EXERCISE GOAL — Starting at the line with "Transcribe the names" in it, reproduce each line below through the last one, exactly, and include nothing else.

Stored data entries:
>>>
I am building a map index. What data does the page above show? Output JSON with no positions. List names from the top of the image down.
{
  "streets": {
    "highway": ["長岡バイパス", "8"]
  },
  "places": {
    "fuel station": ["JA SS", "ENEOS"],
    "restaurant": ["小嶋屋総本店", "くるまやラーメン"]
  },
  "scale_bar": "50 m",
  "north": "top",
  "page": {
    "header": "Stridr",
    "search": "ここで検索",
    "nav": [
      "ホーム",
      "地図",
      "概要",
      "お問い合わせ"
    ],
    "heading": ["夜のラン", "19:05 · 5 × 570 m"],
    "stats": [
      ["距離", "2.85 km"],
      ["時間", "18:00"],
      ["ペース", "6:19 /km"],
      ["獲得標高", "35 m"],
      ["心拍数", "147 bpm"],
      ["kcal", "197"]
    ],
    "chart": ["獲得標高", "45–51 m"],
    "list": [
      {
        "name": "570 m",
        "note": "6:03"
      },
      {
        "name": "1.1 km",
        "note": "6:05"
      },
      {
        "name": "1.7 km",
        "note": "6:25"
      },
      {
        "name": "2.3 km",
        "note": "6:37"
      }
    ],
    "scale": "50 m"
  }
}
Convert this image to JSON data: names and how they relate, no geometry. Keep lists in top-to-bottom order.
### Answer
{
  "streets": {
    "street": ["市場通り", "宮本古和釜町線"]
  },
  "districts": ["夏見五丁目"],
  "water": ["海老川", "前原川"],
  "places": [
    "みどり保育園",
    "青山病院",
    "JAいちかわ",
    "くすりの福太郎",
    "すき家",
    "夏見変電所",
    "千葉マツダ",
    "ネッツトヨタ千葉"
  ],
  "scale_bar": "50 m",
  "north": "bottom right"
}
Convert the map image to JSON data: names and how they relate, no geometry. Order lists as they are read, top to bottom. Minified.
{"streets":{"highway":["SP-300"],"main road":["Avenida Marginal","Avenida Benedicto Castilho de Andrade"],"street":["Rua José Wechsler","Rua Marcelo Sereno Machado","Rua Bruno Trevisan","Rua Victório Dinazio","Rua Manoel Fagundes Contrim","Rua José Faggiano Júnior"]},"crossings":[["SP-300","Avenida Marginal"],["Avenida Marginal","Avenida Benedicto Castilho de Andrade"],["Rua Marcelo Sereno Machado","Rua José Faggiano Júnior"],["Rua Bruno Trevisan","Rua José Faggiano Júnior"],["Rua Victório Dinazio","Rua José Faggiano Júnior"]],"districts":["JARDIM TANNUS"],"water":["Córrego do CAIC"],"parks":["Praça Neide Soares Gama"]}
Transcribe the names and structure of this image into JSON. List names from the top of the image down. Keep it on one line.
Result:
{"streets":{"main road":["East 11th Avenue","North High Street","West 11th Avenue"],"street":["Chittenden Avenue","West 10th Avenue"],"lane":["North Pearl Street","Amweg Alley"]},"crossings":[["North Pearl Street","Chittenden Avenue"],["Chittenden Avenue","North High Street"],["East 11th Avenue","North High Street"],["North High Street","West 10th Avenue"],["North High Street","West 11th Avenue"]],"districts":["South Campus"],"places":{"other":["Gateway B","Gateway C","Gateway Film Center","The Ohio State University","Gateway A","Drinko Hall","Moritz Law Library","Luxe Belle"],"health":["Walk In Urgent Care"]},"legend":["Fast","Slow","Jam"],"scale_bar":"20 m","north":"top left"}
<<<
EXERCISE ANSWER —
Transcribe the names and structure of this image into JSON. List names from the top of the image down. Keep it on one line.
Result:
{"streets":{"main road":["East 11th Avenue","North High Street","West 11th Avenue"],"street":["Chittenden Avenue","West 10th Avenue"],"lane":["North Pearl Street","Amweg Alley"]},"crossings":[["North Pearl Street","Chittenden Avenue"],["Chittenden Avenue","North High Street"],["East 11th Avenue","North High Street"],["North High Street","West 10th Avenue"],["North High Street","West 11th Avenue"]],"districts":["South Campus"],"places":{"other":["Gateway B","Gateway C","Gateway Film Center","The Ohio State University","Gateway A","Drinko Hall","Moritz Law Library","Luxe Belle"],"health":["Walk In Urgent Care"]},"legend":["Fast","Slow","Jam"],"scale_bar":"20 m","north":"top left"}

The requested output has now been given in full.